=== Dataset entries ===

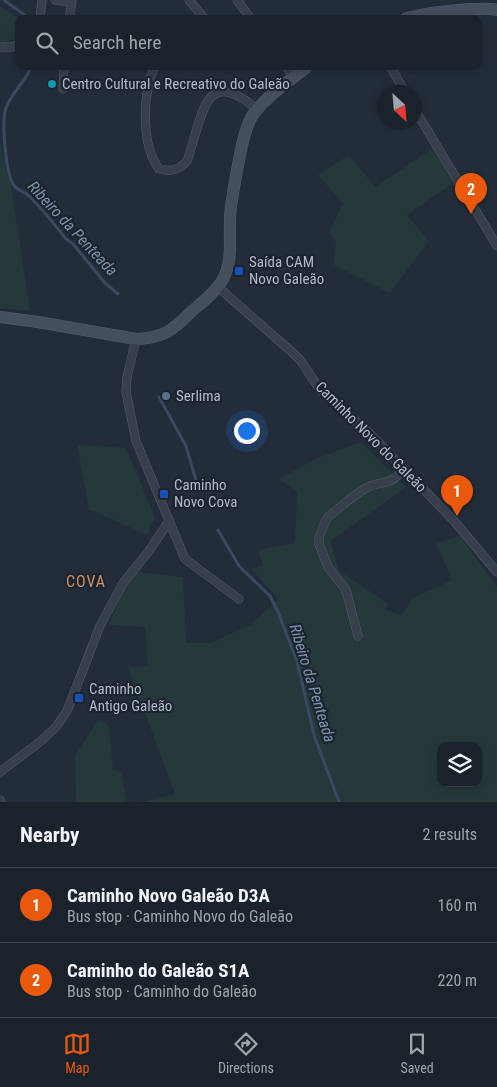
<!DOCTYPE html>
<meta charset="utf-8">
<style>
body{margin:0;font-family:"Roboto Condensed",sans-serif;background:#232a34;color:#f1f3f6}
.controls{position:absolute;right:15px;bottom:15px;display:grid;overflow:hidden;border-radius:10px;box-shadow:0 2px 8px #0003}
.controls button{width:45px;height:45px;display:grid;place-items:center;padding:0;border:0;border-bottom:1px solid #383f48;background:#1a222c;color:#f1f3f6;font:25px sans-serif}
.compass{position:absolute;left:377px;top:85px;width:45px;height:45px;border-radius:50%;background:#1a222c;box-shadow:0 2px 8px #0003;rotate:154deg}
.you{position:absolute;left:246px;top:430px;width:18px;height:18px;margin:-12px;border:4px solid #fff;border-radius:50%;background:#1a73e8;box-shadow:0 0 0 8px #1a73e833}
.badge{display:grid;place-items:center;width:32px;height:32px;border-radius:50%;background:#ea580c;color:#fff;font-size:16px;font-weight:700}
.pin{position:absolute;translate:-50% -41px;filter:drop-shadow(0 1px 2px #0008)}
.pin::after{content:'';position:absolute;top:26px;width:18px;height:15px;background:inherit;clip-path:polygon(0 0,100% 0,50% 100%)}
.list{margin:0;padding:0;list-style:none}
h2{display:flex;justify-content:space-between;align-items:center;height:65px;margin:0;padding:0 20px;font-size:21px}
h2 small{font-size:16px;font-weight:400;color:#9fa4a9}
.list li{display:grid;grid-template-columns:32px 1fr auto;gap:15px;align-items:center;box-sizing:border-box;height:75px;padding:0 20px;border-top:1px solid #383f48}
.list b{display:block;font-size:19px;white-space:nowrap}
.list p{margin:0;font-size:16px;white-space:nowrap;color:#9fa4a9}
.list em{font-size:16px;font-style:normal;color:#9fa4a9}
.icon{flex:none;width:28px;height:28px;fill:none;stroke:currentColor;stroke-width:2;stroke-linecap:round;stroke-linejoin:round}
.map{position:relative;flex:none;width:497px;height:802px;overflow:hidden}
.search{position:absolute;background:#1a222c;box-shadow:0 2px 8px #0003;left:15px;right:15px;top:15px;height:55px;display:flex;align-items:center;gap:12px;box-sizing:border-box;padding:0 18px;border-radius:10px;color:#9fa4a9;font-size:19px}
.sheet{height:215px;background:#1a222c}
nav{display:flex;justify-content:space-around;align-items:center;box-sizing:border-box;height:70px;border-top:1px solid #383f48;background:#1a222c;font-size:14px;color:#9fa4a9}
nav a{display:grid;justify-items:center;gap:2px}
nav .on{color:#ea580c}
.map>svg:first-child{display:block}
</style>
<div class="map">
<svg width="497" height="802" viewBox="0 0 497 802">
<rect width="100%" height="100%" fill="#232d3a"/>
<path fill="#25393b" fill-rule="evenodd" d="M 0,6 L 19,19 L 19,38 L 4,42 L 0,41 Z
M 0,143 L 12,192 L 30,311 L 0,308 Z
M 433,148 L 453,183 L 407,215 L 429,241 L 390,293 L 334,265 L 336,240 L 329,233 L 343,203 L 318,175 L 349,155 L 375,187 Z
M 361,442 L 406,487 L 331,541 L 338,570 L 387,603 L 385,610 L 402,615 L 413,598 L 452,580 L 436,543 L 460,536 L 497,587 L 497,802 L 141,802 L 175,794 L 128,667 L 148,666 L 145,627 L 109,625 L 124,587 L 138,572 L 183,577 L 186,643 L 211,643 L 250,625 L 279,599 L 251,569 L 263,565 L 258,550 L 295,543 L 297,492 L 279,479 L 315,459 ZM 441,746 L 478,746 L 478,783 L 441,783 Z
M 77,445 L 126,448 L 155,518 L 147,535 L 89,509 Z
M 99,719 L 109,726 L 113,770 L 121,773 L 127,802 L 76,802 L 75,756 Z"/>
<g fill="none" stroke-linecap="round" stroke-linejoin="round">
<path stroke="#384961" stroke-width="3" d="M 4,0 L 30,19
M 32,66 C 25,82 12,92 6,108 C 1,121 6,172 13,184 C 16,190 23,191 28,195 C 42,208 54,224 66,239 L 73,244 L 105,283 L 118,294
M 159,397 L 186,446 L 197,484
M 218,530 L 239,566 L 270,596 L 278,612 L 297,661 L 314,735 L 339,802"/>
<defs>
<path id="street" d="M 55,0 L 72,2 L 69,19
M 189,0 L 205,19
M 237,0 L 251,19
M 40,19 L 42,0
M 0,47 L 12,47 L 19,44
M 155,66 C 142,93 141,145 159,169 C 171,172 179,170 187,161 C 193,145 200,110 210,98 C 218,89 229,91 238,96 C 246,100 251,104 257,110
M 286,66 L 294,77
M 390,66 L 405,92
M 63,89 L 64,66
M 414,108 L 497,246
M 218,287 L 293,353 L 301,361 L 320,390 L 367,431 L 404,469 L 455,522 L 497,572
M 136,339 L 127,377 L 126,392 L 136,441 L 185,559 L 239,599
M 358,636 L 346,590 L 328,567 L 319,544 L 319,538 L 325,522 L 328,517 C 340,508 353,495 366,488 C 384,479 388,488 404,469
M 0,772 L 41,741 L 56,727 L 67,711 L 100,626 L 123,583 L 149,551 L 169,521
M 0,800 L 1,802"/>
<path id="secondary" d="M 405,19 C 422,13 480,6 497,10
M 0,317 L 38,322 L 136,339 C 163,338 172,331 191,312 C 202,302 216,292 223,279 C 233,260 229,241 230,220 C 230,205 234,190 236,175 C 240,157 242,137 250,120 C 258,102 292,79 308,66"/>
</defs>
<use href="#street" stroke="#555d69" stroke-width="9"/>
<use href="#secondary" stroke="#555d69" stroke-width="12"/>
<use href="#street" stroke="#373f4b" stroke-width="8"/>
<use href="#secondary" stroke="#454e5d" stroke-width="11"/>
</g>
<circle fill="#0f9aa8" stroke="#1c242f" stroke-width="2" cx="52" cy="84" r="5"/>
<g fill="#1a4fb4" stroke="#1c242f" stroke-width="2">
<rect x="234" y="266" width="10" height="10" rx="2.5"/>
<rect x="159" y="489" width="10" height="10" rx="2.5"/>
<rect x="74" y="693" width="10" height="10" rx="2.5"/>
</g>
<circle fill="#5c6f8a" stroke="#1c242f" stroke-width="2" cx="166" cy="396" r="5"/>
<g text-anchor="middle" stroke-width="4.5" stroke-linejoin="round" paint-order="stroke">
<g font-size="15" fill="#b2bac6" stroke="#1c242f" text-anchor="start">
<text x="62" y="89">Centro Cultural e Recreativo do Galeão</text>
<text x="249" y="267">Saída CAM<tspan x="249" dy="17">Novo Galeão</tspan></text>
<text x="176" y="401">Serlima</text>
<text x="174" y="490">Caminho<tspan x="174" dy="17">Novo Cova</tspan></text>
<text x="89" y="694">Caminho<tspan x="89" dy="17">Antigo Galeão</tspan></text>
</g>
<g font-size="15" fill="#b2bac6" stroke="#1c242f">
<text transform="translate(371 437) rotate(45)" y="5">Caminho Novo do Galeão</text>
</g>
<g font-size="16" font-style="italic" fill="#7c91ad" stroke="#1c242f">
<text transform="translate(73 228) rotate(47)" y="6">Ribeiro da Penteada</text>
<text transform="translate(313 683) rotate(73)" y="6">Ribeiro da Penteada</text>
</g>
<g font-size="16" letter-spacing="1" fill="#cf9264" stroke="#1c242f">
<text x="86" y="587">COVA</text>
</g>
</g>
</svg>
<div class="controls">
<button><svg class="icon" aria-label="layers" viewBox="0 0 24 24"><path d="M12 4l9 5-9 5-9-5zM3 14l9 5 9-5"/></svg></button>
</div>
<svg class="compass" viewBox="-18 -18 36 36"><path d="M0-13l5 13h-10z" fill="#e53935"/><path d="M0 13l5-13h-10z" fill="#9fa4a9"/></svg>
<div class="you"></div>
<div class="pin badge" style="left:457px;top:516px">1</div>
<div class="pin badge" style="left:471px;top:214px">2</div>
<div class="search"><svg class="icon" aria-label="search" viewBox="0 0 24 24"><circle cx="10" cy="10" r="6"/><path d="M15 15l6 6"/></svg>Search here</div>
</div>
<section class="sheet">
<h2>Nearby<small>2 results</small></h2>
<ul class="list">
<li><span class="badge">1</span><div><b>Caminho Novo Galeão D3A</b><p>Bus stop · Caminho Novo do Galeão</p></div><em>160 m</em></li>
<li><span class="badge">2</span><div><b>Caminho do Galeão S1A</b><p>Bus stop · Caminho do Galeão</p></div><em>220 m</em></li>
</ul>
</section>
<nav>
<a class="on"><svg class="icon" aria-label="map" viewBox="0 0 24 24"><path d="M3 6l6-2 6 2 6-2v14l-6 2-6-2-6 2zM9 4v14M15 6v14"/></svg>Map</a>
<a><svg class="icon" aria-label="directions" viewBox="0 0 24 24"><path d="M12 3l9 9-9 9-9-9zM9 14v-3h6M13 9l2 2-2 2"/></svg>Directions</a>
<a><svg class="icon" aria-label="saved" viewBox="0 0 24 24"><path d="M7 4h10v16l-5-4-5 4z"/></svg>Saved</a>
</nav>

===
=== Dataset entries ===

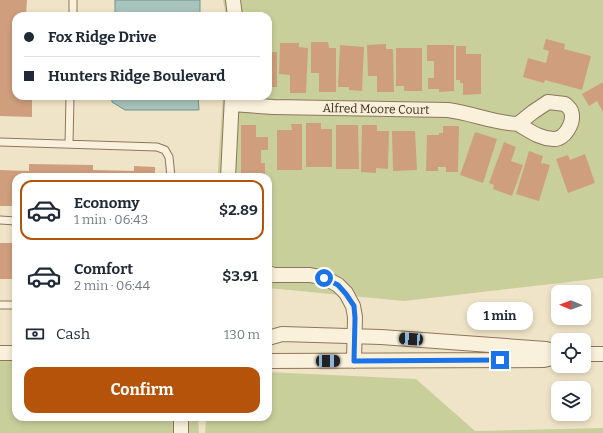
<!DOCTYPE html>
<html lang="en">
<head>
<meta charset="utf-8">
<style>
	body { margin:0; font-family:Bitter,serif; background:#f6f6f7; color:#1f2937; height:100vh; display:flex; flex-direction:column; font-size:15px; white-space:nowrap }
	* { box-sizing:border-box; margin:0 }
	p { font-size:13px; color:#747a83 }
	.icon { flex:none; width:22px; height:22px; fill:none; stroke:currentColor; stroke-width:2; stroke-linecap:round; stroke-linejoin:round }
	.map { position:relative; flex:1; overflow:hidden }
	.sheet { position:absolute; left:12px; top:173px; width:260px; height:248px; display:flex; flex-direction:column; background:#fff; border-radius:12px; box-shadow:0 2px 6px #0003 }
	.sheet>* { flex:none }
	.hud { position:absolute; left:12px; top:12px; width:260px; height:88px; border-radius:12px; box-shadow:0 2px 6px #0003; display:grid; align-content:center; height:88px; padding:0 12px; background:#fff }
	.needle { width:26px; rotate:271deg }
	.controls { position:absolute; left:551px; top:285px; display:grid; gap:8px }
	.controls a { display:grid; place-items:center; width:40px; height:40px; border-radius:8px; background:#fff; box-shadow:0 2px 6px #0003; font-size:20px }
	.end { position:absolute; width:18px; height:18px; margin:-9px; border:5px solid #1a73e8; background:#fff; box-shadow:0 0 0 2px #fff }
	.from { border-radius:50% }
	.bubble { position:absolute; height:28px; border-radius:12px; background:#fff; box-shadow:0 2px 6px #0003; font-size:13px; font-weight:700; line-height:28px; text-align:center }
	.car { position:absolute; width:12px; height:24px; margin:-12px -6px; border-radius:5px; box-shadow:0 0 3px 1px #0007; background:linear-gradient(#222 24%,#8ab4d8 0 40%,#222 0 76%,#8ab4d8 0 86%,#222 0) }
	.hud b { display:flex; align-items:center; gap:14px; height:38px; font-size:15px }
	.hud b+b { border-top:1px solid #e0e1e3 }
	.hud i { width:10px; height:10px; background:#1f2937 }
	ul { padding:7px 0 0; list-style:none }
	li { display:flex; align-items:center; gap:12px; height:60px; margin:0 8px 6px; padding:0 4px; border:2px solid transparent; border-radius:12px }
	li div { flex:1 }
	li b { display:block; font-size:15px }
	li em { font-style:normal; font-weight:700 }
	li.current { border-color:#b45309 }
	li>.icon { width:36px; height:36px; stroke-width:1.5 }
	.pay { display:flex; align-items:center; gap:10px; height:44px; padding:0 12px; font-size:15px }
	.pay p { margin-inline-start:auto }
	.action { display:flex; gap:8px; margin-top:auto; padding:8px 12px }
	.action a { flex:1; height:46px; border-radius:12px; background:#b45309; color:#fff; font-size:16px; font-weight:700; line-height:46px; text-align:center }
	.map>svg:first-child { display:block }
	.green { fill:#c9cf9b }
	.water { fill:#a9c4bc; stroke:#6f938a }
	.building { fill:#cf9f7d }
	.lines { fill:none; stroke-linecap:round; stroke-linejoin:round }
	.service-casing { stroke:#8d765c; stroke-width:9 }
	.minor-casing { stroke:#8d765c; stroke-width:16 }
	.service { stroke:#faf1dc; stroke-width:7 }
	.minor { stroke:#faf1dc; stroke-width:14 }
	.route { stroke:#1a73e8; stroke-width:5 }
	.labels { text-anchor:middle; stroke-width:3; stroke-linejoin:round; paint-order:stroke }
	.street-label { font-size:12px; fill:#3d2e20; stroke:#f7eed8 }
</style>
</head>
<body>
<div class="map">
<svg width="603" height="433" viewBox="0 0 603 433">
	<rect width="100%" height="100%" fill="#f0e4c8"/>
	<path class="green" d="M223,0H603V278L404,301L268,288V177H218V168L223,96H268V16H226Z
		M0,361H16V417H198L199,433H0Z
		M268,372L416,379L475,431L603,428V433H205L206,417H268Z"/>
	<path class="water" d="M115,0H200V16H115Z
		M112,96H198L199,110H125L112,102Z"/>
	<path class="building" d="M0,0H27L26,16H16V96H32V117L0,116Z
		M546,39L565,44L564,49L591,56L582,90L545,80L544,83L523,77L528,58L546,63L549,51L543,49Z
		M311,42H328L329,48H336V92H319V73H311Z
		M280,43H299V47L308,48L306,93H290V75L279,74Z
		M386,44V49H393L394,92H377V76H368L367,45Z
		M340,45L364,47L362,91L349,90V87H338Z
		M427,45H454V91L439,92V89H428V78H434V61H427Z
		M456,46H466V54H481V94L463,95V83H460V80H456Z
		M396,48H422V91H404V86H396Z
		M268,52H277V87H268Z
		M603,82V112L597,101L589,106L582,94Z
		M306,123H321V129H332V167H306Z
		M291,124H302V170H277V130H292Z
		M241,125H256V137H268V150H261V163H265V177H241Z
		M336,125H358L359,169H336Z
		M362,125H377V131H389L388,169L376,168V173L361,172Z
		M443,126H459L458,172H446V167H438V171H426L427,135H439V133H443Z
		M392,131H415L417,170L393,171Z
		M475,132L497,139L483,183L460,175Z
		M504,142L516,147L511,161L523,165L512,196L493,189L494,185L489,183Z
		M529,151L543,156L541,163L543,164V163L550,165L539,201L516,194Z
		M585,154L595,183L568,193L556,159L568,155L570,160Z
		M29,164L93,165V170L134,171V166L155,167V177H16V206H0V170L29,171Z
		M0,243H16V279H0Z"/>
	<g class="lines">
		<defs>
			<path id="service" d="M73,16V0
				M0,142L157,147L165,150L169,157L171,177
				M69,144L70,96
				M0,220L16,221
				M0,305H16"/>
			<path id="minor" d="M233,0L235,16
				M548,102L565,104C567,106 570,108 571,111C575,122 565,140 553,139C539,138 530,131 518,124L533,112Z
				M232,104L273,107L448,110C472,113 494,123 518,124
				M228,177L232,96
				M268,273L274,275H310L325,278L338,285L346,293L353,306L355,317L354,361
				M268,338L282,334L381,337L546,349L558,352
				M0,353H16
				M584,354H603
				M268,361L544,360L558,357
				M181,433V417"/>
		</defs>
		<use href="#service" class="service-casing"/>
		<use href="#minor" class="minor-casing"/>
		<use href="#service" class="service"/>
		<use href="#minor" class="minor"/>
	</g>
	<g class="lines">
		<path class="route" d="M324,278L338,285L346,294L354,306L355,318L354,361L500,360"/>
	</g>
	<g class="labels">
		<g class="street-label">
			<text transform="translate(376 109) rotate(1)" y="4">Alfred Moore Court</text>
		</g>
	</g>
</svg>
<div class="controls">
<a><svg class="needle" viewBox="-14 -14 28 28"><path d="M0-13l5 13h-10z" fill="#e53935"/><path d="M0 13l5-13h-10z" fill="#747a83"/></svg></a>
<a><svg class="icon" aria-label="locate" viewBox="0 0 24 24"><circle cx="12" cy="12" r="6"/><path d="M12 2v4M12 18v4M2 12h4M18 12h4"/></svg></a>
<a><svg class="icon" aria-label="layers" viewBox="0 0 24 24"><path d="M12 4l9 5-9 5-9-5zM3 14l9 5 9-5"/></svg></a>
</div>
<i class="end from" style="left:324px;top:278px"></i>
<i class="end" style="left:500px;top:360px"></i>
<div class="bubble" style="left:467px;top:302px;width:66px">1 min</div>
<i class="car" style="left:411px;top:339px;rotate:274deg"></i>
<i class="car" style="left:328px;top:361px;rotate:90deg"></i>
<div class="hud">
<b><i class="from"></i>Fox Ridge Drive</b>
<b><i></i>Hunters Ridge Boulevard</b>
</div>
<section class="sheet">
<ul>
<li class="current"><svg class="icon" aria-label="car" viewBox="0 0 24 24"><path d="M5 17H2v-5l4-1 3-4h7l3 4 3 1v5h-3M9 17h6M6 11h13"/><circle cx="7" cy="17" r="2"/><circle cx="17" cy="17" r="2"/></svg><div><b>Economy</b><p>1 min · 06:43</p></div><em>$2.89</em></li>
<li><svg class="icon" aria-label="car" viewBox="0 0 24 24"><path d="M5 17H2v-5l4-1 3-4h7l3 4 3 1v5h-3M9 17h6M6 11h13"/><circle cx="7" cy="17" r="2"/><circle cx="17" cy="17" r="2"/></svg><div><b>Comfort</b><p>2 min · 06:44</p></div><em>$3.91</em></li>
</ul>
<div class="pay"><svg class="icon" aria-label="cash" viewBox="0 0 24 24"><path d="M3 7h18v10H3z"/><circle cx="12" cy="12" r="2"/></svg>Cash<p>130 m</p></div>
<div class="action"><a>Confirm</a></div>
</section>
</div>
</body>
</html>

===

*Task statement:* Look through the records and copy down every line that holds "linecap".

*Exercise answer:*
.icon{flex:none;width:28px;height:28px;fill:none;stroke:currentColor;stroke-width:2;stroke-linecap:round;stroke-linejoin:round}
<g fill="none" stroke-linecap="round" stroke-linejoin="round">
	.icon { flex:none; width:22px; height:22px; fill:none; stroke:currentColor; stroke-width:2; stroke-linecap:round; stroke-linejoin:round }
	.lines { fill:none; stroke-linecap:round; stroke-linejoin:round }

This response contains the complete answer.